La conversion des pays communistes à l’économie de marché a précipité la disparition de l’horizon révolutionnaire qui avait nourri en Occident deux cents ans de vie politique. La vertueuse Terreur de Robespierre est remisée aujourd’hui, aux côtés de la dictature du prolétariat, au cimetière des paradigmes monstrueux d’une époque révolue. Faut-il toutefois se résoudre à ce que la démocratie ne soit qu’une collection d’individus, unis par les seules valeurs marchandes ? La capacité de prendre des décisions collectives pour infléchir le cours des choses a-t-elle été anéantie avec la foi dans la Vérité, qu’incarna un temps Robespierre l’Incorruptible ?
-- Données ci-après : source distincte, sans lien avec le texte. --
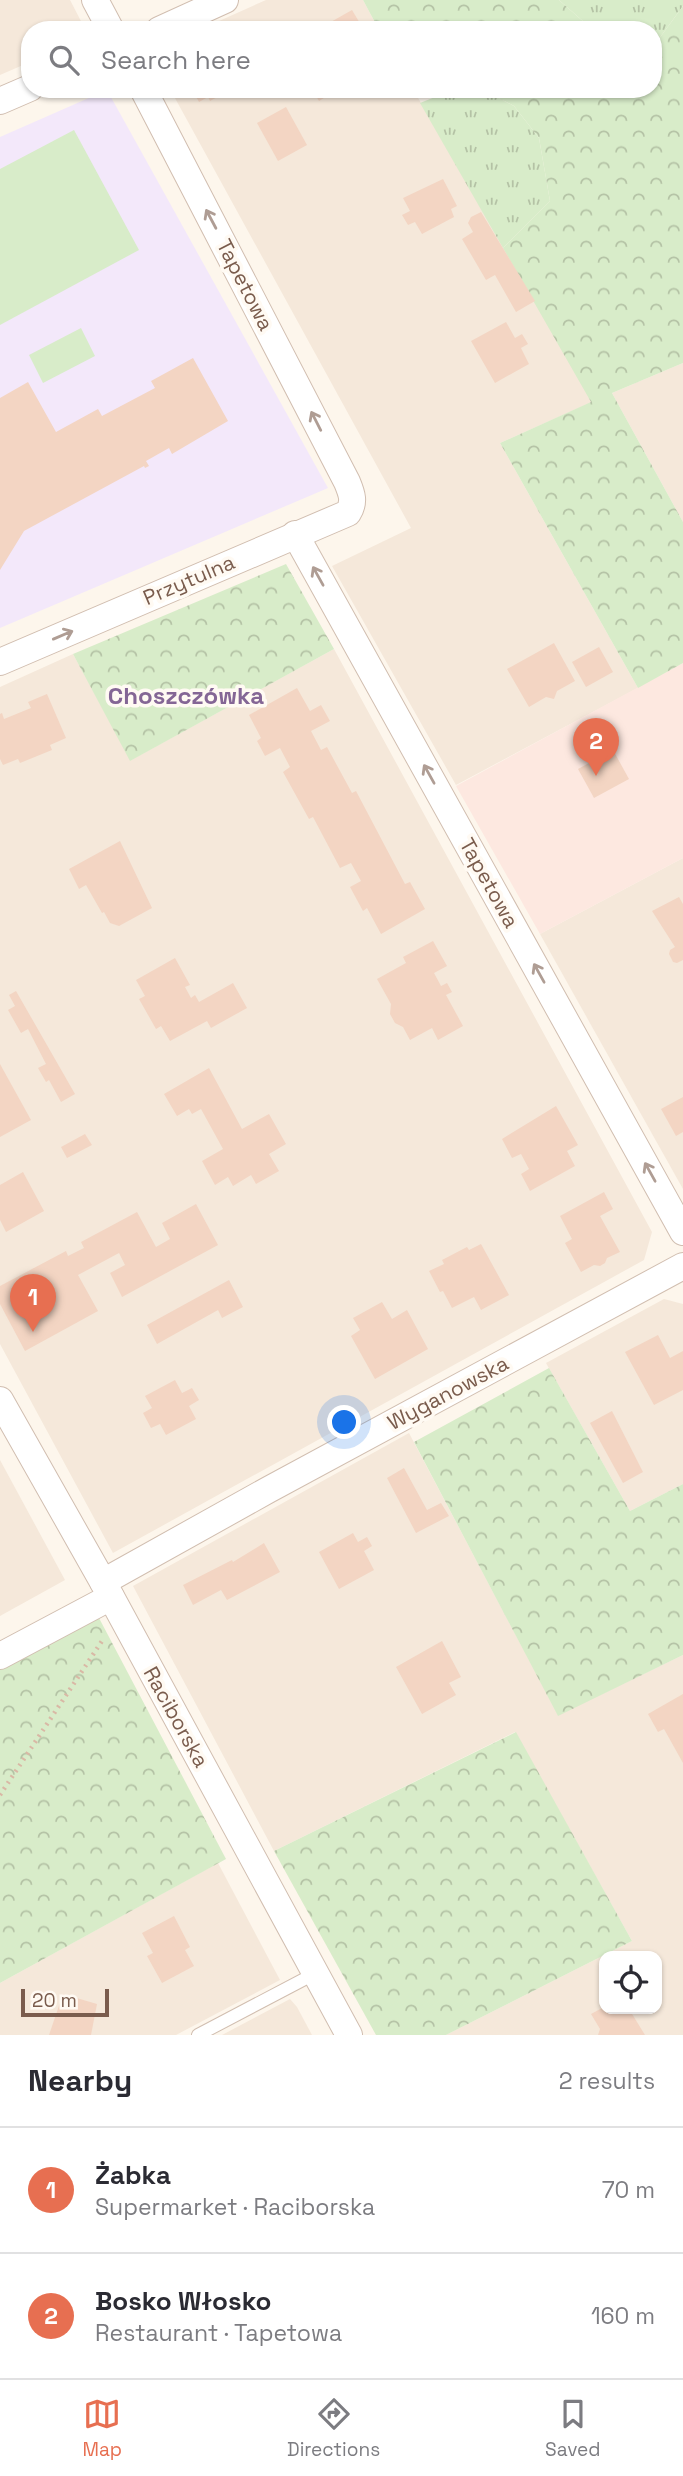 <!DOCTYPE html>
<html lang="en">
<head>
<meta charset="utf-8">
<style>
	:root { --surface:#fff; --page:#f7f7f7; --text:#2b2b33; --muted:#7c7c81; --line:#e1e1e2; --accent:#e76f51 }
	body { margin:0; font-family:"Space Grotesk",sans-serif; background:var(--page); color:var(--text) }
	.controls { position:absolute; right:21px; bottom:21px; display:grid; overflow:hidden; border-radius:14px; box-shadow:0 2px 5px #0004 }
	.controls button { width:63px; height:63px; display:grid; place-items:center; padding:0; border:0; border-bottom:2px solid var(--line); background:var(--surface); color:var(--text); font:35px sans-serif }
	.scale { position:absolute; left:21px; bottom:18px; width:88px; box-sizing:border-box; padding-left:7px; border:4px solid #7a5c4d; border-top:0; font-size:19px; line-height:24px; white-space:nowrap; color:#7a5c4d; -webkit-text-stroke:5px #fffaf3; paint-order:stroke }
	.you { position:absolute; left:345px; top:1423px; width:24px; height:24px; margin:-18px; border:5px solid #fff; border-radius:50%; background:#1a73e8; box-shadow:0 0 0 10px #1a73e833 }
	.badge { display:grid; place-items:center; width:46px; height:46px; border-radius:50%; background:var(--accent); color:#fff; font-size:23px; font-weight:700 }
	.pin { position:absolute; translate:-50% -58px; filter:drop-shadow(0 2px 4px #0008) }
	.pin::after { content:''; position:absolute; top:37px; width:24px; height:21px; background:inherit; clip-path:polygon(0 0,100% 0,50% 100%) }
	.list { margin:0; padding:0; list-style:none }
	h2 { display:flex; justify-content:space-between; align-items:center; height:91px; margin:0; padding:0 28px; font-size:30px }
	h2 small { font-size:23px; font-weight:400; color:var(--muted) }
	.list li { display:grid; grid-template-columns:46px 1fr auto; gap:21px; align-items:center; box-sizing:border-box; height:126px; padding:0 28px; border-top:2px solid var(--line) }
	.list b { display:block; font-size:26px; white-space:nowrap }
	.list p { margin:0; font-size:23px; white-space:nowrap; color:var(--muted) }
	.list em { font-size:23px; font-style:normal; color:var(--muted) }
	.icon { flex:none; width:38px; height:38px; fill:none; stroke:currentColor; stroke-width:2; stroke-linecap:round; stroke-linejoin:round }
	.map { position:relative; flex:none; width:683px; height:2035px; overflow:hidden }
	.search { position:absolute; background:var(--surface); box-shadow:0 2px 5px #0004; left:21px; right:21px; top:21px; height:77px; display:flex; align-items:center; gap:18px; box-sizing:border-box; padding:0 24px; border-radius:28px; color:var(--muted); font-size:26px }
	.sheet { height:343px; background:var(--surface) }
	nav { display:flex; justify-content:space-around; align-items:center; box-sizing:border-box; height:98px; border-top:2px solid var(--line); background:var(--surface); font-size:19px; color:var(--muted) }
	nav a { display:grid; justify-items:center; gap:4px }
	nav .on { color:var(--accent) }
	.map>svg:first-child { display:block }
	.residential { fill:#f5e8da; fill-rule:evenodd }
	.commercial { fill:#fde8e0 }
	.education { fill:#f3e8fa }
	.grass { fill:url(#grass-tufts) }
	.forest { fill:url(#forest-crowns) }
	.park { fill:#d8ecc9 }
	.building { fill:#f3d5c3 }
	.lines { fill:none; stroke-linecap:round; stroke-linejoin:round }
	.service-casing { stroke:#d1beb0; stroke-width:14 }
	.minor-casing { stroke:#d1beb0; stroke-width:28 }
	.path { stroke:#d9b8a5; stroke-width:4.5; stroke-dasharray:2 5; stroke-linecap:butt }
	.service { stroke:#fff; stroke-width:12 }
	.minor { stroke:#fff; stroke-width:26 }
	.oneway { stroke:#af9d94 }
	.labels { text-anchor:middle; stroke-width:7; stroke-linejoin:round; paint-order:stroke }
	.street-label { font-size:21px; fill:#7a5c4d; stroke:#fffaf3 }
	.quarter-label { font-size:24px; font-weight:bold; fill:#846695; stroke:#fffaf3 }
</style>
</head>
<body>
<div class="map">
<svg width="683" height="2035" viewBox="0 0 683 2035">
	<defs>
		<pattern id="grass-tufts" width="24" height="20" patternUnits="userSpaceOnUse" patternTransform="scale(1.75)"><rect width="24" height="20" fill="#d8ecc9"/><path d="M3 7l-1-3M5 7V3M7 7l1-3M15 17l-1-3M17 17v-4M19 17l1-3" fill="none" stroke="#b4c2a5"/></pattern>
		<pattern id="forest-crowns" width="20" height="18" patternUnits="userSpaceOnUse" patternTransform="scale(1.75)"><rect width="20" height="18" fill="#d8ecc9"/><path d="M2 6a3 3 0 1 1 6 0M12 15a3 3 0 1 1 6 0" fill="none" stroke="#b4c2a5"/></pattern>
	</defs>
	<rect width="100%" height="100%" fill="#fdf6ec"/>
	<!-- residential -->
	<g class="residential">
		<path d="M0,0H70L83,25V30H30V62L0,75Z"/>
		<path d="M266,0H363L379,30H199Z"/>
		<path d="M170,89H413L592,402L500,443L638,688L456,785L332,566L411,528Z"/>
		<path d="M683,363V522L612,393Z"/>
		<path d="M334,649L652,1232L644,1260L113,1553L0,1344V687L73,654L131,760Z"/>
		<path d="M683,858V1189L540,934Z"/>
		<path d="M664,1299L683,1304V1484L630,1511L546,1363Z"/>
		<path d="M409,1433L558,1715L683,1655V2035H446L632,1941L515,1732L274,1851L133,1586ZM604,1956H657V2009H604Z"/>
		<path d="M0,1460L65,1580L0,1616Z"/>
		<path d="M218,1863L280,1980L176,2035H0V1983Z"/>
		<path d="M290,1999L297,2007L312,2035H222Z"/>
	</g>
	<!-- commercial -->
	<path class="commercial" d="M683,663V858L540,934L456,786Z"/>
	<!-- education -->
	<path class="education" d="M107,90L328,488L0,628V137Z"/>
	<!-- grass -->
	<g class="grass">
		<path d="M559,0H683V6L653,47V30H593Z"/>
		<path d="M455,89H482L514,106L539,138L550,201L503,248L420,103Z"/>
	</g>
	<!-- forest -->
	<g class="forest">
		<path d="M363,0H559L593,30H379Z"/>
		<path d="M683,6V363L612,393L683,522V663L638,688L500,443L591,402L503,248L550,201L539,138L514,106L482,89H653V47Z"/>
		<path d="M286,564L334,649L130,761L73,654Z"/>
		<path d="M549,1368L630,1511L683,1484V1655L558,1716L414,1442Z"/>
		<path d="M99,1618L226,1859L0,1983V1670Z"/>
		<path d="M516,1732L632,1941L446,2035H376L274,1851Z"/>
	</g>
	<!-- park -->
	<g class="park">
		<path d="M74,130L139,250L0,325V169Z"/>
		<path d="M81,328L95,356L43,383L29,355Z"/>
	</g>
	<!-- building -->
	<g class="building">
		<path d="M352,10L364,30H333L329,23Z"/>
		<path d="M192,89H232L210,101L208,97L199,102Z"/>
		<path d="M312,89H347L337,95L335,91L319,101Z"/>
		<path d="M286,107L307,145L278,161L257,123Z"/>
		<path d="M443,179L457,206L451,209L454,217L422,234L415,222L408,225L402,215L410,211L403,198Z"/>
		<path d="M481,212L535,301L516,312L495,275L486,280L462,239L473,232L468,223L471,217Z"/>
		<path d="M506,322L515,338L522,334L528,344L521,348L529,364L495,383L471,341Z"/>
		<path d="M193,358L228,421L172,454L169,448L146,461L149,466L145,468L144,466L24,531L0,570V398L28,382L56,432L98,409L102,416L155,388L151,381Z"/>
		<path d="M554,643L575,681L557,691L554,699L546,697L529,707L507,669Z"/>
		<path d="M599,647L613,672L586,687L572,662Z"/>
		<path d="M297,688L310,711L321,705L330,721L311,731L321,750L327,747L352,793L356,791L405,884L410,882L425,909L381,934L367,908L363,911L350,887L361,881L351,863L340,868L313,817L309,819L283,772L290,767L280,748L265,756L257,741L261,738L249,715Z"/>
		<path d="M47,694L66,738L50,745L52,750L20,763L18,759L3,765L0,759V714L2,713L4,719L31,708L28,702Z"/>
		<path d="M613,750L629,779L594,798L578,769Z"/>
		<path d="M120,841L152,908L119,926L110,923L104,912L102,913L86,885L79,889L69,869Z"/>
		<path d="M679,897L683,904V960L677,963L673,962L669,954L670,950L675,947L652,911Z"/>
		<path d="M433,941L447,966L434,973L441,986L447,983L452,992L446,995L463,1026L438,1040L432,1028L410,1040L403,1027L395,1023L390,1014L391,1004L377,979L406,963L403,957Z"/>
		<path d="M175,958L190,985L185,987L191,998L195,995L199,1002L233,983L247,1008L211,1028L207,1021L170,1041L161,1026L156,1029L139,999L145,996L136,980Z"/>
		<path d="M16,991L75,1094L61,1102L49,1080L46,1082L38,1068L46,1064L28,1029L21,1033L8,1010L15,1006L9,995Z"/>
		<path d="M0,1064L31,1120L0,1137Z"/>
		<path d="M209,1068L242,1129L269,1114L286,1144L269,1154L279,1171L256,1184L251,1175L233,1186L228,1177L215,1185L202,1161L223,1149L201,1109L192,1114L189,1109L177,1116L164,1094Z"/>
		<path d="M683,1097V1132L676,1136L661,1109Z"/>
		<path d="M556,1106L578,1145L567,1151L575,1166L530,1191L521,1174L529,1169L521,1154L512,1158L502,1139Z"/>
		<path d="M85,1134L92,1145L67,1158L61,1147Z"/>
		<path d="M23,1172L44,1211L6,1232L0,1220V1185Z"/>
		<path d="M604,1192L613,1209L600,1216L620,1252L607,1258L605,1263L600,1266L594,1265L581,1272L565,1243L572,1239L560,1216Z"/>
		<path d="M196,1204L218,1245L122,1297L110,1273L125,1265L119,1253L78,1275L98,1311L25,1351L0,1304V1286L66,1251L68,1256L84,1248L81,1242L137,1212L156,1247L170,1239L162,1223Z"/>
		<path d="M481,1244L509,1295L481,1310L474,1297L452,1308L443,1291L440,1292L429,1271L444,1264L442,1260L467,1247L469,1250Z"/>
		<path d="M229,1280L243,1307L222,1318L218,1310L157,1344L147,1325Z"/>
		<path d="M382,1302L392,1319L407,1310L428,1349L375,1379L351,1336L360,1330L353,1318Z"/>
		<path d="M658,1335L670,1358L683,1351V1390L654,1405L625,1352Z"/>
		<path d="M175,1380L182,1393L192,1388L199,1400L189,1406L196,1419L166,1435L160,1424L151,1428L143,1413L152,1408L145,1396Z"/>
		<path d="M612,1411L643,1472L623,1483L590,1423Z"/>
		<path d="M404,1468L427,1510L441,1503L449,1516L416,1533L387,1478Z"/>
		<path d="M353,1533L358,1542L367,1537L372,1546L364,1551L374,1570L339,1589L319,1552Z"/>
		<path d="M264,1543L280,1572L227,1600L221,1590L193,1605L183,1585L232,1560L233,1562Z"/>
		<path d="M442,1641L461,1677L449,1683L456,1695L422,1714L396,1667Z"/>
		<path d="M683,1694V1763L664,1729L658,1732L648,1714Z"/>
		<path d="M174,1916L190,1947L185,1950L194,1966L162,1983L147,1956L153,1953L142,1933Z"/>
		<path d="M63,1994L97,2004L91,2035H49Z"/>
		<path d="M604,2007V2009H629L645,2035H598L600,2029L591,2014Z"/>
	</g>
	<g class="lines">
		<!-- service casing -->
		<g class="service-casing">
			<path id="service" d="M198,2035L316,1973"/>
		</g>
		<!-- minor casing -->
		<g class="minor-casing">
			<g id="minor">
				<path d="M95,0L111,30"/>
				<path d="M159,30L225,0"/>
				<path d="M0,101L30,88"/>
				<path d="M295,534L683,1232"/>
				<path d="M0,662L348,513C355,502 352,494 347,482L143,89"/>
				<path d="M0,1400L103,1582L349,2035"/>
				<path d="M103,1582L268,1490L683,1266"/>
				<path d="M0,1656L111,1597"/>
			</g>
		</g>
		<!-- path -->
		<path class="path" d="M0,1795L104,1638"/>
		<!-- service -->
		<use href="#service" class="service"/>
		<!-- minor -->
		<use href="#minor" class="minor"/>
	</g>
	<!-- one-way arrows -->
	<defs><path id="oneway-shaft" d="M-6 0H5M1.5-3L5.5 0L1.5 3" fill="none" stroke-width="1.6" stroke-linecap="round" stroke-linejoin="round" transform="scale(1.75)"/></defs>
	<g class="oneway">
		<use href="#oneway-shaft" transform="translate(211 219) rotate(-118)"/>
		<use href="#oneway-shaft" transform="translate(316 421) rotate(-117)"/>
		<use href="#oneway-shaft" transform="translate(318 576) rotate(-119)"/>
		<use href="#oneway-shaft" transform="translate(63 635) rotate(-23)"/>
		<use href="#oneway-shaft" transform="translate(429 774) rotate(-119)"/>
		<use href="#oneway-shaft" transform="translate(539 973) rotate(-119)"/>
		<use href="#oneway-shaft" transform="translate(650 1172) rotate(-119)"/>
	</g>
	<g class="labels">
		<!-- street labels -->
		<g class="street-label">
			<text transform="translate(245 285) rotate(63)" y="7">Tapetowa</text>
			<text transform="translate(189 580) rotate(-23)" y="7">Przytulna</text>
			<text transform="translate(489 883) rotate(61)" y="7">Tapetowa</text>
			<text transform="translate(448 1393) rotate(-28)" y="7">Wyganowska</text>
			<text transform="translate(176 1717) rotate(61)" y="7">Raciborska</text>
		</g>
		<!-- quarter labels -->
		<g class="quarter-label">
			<text x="186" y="704">Choszczówka</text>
		</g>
	</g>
</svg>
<div class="controls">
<button><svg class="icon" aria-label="locate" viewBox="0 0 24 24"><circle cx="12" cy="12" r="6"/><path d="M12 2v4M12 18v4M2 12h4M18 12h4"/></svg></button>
</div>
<div class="scale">20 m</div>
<div class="you"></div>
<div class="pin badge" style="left:33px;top:1332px">1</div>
<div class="pin badge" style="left:596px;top:776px">2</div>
<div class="search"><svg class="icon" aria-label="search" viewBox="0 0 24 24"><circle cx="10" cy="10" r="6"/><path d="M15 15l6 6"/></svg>Search here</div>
</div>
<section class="sheet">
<h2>Nearby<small>2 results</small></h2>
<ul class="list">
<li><span class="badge">1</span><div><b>Żabka</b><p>Supermarket · Raciborska</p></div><em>70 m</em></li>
<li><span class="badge">2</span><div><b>Bosko Włosko</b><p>Restaurant · Tapetowa</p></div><em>160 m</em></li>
</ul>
</section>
<nav>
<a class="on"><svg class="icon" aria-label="map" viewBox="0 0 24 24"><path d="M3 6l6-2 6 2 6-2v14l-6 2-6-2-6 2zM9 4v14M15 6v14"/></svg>Map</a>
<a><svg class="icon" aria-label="directions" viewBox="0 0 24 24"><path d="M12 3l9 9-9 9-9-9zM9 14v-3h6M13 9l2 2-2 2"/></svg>Directions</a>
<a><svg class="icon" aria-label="saved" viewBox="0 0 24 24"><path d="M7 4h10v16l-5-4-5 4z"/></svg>Saved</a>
</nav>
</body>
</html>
Au cœur de la guerre de Robespierre, La Fayette est suspecté, il entame des négociations secrètes avec les Autrichiens en pensant renverser la dictature bourgeoise à Paris. En juin 1792, Robespierre dans une déclaration sur les fortunes franchit un pas décisif. Il réalise la jonction du politique et du social-économique, il se rend compte que la défense des droits politiques du peuple ne suffit pas. Parce que ce sont des mobiles économiques qui poussent les ennemis du peuple à étouffer la Révolution comme les Feuillants. En comprenant que la « propriété » compte plus pour les Feuillants et les brissotins que l’intérêt général, la nation et les exigences du salut public, Robespierre va développer une pensée nationale et une action pré-marxiste.

L’insurrection du 10 août 1792 reste sa victoire. S’il n’est pas allé se battre et tremper son sang, son engagement, ses discours, sa prise de conscience socio-économique ont permis d’unir et de fédérer. Le 20 septembre 1792, au cri de « Vive la Nation », les soldats de Kellermann font reculer la meilleure armée de l’ancien régime à Valmy. Le 19 novembre, Goujon, déclare l’incompatibilité de prétentions commerciales et libérales avec la République. Le 29 novembre, Saint-Just prononce son « Discours sur les subsistances » pour redistribuer de la nourriture. Face à la démagogie qui gagne dans les rues que relaie les « Enragés » Robespierre contre-attaque en déclarant que « ce n’est pas du pain seulement que nous devons au peuple français (les despotes en donnent à leurs sujets), c’est la liberté cimentée par des lois humaines, c’est la dignité des citoyens, c’est la jouissance des droits sacrés de l’humanité et l’exercice de toutes les vertus sociales que la République développe »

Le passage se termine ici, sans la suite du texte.